Stored data:
=======

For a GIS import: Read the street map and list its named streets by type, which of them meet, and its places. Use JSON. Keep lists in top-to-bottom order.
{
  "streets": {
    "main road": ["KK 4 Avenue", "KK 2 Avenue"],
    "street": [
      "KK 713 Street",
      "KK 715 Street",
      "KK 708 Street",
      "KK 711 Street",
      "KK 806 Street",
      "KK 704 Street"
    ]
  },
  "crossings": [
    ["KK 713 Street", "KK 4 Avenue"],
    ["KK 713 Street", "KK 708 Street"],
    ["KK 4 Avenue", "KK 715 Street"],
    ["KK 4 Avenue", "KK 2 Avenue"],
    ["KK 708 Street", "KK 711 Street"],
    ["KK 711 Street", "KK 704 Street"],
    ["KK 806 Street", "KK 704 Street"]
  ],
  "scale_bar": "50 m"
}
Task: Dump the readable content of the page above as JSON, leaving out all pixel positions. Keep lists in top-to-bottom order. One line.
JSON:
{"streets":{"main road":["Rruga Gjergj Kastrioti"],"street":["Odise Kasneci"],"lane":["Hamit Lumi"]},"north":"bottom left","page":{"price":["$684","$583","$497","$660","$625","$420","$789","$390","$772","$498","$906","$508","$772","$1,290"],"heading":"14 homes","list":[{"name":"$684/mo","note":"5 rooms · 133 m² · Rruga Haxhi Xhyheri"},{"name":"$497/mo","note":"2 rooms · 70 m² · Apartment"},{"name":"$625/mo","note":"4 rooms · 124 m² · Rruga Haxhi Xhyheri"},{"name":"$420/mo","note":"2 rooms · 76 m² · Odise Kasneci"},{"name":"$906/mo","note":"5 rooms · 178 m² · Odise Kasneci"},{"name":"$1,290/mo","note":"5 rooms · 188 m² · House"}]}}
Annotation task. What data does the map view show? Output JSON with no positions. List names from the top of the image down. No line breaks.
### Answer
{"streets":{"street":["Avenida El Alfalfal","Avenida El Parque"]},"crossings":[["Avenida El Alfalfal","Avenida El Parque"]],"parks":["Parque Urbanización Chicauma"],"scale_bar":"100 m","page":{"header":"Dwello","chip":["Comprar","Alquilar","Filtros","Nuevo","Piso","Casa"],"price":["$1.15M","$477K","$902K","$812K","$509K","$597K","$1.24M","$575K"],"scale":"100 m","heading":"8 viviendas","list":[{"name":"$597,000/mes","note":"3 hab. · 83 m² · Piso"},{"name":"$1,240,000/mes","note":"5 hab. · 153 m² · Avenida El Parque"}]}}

=======

• _WHAT YOU HAVE TO DO_
The reply is to be an exact repeat of the records above.

• _WRITTEN ANSWER_
For a GIS import: Read the street map and list its named streets by type, which of them meet, and its places. Use JSON. Keep lists in top-to-bottom order.
{
  "streets": {
    "main road": ["KK 4 Avenue", "KK 2 Avenue"],
    "street": [
      "KK 713 Street",
      "KK 715 Street",
      "KK 708 Street",
      "KK 711 Street",
      "KK 806 Street",
      "KK 704 Street"
    ]
  },
  "crossings": [
    ["KK 713 Street", "KK 4 Avenue"],
    ["KK 713 Street", "KK 708 Street"],
    ["KK 4 Avenue", "KK 715 Street"],
    ["KK 4 Avenue", "KK 2 Avenue"],
    ["KK 708 Street", "KK 711 Street"],
    ["KK 711 Street", "KK 704 Street"],
    ["KK 806 Street", "KK 704 Street"]
  ],
  "scale_bar": "50 m"
}
Task: Dump the readable content of the page above as JSON, leaving out all pixel positions. Keep lists in top-to-bottom order. One line.
JSON:
{"streets":{"main road":["Rruga Gjergj Kastrioti"],"street":["Odise Kasneci"],"lane":["Hamit Lumi"]},"north":"bottom left","page":{"price":["$684","$583","$497","$660","$625","$420","$789","$390","$772","$498","$906","$508","$772","$1,290"],"heading":"14 homes","list":[{"name":"$684/mo","note":"5 rooms · 133 m² · Rruga Haxhi Xhyheri"},{"name":"$497/mo","note":"2 rooms · 70 m² · Apartment"},{"name":"$625/mo","note":"4 rooms · 124 m² · Rruga Haxhi Xhyheri"},{"name":"$420/mo","note":"2 rooms · 76 m² · Odise Kasneci"},{"name":"$906/mo","note":"5 rooms · 178 m² · Odise Kasneci"},{"name":"$1,290/mo","note":"5 rooms · 188 m² · House"}]}}
Annotation task. What data does the map view show? Output JSON with no positions. List names from the top of the image down. No line breaks.
### Answer
{"streets":{"street":["Avenida El Alfalfal","Avenida El Parque"]},"crossings":[["Avenida El Alfalfal","Avenida El Parque"]],"parks":["Parque Urbanización Chicauma"],"scale_bar":"100 m","page":{"header":"Dwello","chip":["Comprar","Alquilar","Filtros","Nuevo","Piso","Casa"],"price":["$1.15M","$477K","$902K","$812K","$509K","$597K","$1.24M","$575K"],"scale":"100 m","heading":"8 viviendas","list":[{"name":"$597,000/mes","note":"3 hab. · 83 m² · Piso"},{"name":"$1,240,000/mes","note":"5 hab. · 153 m² · Avenida El Parque"}]}}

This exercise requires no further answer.